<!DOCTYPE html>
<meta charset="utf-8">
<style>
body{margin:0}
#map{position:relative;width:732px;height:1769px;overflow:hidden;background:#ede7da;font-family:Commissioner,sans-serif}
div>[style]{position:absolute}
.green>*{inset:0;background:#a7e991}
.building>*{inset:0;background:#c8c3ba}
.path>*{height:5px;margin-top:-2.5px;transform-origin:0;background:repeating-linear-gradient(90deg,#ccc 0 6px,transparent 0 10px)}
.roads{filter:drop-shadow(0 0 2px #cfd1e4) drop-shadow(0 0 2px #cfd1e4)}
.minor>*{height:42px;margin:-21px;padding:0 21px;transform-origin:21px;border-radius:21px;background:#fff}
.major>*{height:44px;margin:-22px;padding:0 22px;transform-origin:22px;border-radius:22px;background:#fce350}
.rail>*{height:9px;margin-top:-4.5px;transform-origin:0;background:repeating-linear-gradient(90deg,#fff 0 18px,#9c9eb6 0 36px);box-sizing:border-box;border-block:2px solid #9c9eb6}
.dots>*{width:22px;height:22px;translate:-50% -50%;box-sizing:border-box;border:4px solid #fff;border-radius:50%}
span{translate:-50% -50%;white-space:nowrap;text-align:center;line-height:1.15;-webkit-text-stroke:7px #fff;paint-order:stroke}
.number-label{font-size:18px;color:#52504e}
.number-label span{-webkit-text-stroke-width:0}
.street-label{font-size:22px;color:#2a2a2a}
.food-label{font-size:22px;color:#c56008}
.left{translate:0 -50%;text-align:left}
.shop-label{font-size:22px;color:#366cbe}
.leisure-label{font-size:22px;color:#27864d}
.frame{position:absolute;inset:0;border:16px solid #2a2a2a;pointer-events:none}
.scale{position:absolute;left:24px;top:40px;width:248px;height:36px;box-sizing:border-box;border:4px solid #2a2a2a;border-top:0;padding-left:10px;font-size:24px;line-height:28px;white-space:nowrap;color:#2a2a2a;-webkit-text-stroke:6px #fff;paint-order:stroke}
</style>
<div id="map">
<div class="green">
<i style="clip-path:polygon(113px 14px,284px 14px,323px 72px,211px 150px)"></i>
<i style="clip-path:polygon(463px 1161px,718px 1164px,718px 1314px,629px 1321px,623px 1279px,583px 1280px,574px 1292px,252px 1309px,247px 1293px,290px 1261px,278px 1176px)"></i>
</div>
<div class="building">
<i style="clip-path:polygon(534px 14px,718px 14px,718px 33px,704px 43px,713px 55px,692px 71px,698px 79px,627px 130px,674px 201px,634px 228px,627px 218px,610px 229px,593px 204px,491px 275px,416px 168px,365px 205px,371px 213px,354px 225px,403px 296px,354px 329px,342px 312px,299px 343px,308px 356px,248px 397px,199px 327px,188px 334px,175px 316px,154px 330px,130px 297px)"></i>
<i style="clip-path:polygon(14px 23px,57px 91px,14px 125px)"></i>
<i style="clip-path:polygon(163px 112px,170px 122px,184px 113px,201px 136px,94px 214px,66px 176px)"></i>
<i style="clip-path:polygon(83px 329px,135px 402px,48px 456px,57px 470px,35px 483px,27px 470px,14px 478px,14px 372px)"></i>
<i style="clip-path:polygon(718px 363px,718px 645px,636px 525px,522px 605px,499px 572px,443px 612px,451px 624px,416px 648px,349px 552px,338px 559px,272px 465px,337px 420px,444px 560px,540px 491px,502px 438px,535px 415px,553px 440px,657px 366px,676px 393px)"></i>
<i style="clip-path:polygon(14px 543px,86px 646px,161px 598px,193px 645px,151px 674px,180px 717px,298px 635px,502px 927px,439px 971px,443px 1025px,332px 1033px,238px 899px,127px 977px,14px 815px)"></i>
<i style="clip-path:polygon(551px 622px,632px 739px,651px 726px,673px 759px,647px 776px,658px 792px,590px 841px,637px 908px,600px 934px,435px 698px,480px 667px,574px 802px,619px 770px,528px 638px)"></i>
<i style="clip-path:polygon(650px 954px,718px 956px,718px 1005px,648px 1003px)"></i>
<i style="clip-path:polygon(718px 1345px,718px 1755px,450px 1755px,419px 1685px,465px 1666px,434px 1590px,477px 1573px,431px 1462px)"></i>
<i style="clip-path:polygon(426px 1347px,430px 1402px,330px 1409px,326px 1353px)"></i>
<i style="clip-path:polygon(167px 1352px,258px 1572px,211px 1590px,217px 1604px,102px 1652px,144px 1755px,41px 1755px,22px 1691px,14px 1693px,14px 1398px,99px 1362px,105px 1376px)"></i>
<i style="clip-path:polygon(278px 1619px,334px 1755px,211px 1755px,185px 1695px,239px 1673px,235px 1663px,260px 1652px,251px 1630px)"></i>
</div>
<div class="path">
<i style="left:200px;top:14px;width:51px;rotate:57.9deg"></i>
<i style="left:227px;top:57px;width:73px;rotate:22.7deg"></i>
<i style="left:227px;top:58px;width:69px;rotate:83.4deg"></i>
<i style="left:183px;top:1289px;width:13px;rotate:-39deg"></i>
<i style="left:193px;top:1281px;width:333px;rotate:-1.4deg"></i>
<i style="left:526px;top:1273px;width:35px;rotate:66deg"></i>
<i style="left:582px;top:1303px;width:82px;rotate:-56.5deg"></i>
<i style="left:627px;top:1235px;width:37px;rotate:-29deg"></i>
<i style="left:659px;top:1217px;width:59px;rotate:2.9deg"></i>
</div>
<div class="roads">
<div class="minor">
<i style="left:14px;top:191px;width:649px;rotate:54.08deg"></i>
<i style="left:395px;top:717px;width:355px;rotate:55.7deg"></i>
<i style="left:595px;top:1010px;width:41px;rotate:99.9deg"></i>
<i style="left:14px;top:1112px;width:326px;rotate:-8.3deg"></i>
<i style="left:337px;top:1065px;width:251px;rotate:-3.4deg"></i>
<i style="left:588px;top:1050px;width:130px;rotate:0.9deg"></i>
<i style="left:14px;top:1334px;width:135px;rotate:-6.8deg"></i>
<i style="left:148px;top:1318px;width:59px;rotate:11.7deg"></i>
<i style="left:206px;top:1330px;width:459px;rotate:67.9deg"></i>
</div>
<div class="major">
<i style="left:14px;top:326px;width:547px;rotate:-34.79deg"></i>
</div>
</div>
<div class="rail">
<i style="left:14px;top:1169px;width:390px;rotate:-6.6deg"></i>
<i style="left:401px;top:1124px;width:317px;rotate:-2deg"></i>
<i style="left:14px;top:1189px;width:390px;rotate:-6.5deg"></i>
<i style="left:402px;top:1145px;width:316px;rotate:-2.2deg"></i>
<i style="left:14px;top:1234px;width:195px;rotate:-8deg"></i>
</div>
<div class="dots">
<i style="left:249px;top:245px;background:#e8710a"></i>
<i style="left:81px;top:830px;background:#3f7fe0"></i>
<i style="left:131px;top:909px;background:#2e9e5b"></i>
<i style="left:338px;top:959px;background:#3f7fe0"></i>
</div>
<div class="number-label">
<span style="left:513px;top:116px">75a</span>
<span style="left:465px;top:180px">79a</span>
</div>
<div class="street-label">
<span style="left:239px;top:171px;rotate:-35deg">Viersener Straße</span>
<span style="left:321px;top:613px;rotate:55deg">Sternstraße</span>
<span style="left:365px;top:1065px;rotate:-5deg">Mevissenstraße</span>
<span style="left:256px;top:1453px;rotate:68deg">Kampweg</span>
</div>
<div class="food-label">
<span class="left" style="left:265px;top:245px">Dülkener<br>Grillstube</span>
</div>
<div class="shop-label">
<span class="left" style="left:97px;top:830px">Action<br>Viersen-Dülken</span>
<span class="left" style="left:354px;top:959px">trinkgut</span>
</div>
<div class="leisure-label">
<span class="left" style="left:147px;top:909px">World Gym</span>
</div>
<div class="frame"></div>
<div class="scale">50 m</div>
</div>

__________________________________________________

Up to and including the line that contains "2px #cfd1e4) drop-shadow(0", restate word for word every line of the entries, starting from the first.

ANSWER FOR THIS EXERCISE –
<!DOCTYPE html>
<meta charset="utf-8">
<style>
body{margin:0}
#map{position:relative;width:732px;height:1769px;overflow:hidden;background:#ede7da;font-family:Commissioner,sans-serif}
div>[style]{position:absolute}
.green>*{inset:0;background:#a7e991}
.building>*{inset:0;background:#c8c3ba}
.path>*{height:5px;margin-top:-2.5px;transform-origin:0;background:repeating-linear-gradient(90deg,#ccc 0 6px,transparent 0 10px)}
.roads{filter:drop-shadow(0 0 2px #cfd1e4) drop-shadow(0 0 2px #cfd1e4)}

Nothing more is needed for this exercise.